__REQUIRED WORK__
Which lines in the data contain the word "like"? Please copy each of them.

__INPUT__
▶

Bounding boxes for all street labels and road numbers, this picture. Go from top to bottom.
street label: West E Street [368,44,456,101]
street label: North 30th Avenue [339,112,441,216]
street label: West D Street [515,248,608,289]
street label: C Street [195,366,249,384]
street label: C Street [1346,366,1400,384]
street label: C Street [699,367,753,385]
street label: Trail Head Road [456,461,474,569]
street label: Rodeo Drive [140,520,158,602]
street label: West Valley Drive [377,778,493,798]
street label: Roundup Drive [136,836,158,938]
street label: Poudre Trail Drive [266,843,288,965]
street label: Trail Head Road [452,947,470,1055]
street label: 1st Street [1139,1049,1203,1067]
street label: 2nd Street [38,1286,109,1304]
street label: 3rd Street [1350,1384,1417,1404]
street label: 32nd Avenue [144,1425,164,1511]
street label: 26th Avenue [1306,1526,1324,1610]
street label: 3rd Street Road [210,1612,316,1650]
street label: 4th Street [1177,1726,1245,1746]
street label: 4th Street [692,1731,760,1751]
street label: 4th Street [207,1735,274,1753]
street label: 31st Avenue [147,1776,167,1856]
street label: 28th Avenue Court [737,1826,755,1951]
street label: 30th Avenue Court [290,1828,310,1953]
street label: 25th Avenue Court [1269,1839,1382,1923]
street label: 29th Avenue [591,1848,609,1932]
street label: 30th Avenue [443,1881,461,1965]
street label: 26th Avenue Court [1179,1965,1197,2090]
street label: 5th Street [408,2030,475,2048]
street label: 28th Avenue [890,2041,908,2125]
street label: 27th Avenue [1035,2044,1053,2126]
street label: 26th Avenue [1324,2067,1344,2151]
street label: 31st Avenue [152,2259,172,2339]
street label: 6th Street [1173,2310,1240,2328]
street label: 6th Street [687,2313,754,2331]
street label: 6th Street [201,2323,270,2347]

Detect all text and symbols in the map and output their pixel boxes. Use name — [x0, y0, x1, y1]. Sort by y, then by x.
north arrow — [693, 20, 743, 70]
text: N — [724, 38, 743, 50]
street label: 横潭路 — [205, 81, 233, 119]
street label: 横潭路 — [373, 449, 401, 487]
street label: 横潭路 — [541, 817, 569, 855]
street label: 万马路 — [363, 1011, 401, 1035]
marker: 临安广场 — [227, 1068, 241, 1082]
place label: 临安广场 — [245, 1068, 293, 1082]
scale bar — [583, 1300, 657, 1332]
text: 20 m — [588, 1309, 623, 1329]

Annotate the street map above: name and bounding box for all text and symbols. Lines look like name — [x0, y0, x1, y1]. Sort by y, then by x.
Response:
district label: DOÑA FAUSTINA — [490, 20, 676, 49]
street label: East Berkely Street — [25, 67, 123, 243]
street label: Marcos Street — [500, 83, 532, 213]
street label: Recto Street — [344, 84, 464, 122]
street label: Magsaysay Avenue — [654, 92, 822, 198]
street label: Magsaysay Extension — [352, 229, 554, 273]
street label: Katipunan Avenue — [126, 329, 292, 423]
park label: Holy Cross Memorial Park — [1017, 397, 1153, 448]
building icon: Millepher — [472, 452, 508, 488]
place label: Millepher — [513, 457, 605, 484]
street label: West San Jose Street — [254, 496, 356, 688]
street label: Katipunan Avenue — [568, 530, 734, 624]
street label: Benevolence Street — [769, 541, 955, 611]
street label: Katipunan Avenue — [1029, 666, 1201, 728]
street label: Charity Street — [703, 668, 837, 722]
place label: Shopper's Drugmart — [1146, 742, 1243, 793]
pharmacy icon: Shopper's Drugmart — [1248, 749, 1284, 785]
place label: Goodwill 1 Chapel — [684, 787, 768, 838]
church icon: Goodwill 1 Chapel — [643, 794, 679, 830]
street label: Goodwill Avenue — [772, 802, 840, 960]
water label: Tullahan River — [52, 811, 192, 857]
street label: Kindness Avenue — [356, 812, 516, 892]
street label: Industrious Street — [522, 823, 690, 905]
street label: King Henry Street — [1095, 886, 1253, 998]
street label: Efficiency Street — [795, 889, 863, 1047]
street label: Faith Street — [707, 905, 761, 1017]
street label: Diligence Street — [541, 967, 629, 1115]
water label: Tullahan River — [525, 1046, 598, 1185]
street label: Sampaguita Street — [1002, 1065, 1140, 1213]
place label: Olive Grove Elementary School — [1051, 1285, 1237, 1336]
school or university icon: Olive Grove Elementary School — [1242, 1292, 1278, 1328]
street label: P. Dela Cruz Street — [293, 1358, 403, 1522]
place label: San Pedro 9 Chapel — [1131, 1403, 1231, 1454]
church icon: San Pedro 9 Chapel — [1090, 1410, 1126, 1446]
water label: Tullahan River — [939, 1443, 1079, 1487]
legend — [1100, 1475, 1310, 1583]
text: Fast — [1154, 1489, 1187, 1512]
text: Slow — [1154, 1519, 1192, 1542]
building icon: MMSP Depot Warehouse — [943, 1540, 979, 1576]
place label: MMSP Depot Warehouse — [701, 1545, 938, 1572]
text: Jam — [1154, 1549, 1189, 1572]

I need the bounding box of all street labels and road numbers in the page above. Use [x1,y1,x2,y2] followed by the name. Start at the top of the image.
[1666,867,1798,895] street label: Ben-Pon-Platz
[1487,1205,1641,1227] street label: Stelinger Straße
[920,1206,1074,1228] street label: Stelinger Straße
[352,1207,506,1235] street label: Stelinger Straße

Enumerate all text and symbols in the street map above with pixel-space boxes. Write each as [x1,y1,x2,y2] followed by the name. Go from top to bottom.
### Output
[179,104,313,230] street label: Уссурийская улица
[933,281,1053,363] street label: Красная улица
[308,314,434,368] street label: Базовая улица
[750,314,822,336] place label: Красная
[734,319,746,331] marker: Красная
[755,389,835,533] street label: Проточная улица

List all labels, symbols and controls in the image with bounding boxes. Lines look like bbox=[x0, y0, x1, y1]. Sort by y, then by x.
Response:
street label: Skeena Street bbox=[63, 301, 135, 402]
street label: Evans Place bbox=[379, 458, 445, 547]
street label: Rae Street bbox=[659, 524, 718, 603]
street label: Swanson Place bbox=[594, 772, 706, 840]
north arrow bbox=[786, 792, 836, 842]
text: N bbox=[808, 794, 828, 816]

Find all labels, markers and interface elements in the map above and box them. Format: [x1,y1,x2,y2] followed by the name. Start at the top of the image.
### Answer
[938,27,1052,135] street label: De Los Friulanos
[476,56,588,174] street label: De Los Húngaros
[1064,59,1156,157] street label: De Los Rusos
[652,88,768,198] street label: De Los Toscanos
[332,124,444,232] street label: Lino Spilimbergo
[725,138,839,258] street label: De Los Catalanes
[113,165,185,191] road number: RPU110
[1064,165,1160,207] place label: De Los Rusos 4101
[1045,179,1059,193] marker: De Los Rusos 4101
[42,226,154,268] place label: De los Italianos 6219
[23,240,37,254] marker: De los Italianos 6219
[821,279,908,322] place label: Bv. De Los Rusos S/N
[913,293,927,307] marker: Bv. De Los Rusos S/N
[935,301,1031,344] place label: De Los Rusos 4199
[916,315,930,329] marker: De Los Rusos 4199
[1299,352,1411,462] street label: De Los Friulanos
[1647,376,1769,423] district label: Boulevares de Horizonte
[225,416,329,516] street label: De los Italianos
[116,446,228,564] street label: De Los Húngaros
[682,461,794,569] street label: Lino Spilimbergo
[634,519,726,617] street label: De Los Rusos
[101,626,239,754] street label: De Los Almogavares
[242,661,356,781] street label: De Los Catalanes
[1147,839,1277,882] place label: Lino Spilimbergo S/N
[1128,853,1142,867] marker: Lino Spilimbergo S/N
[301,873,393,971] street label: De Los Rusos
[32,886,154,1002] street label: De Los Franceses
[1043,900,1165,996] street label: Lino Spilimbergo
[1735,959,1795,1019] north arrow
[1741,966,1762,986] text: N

◀

__RESPONSE TO THIS EXERCISE__
Annotate the street map above: name and bounding box for all text and symbols. Lines look like name — [x0, y0, x1, y1]. Sort by y, then by x.
List all labels, symbols and controls in the image with bounding boxes. Lines look like bbox=[x0, y0, x1, y1]. Sort by y, then by x.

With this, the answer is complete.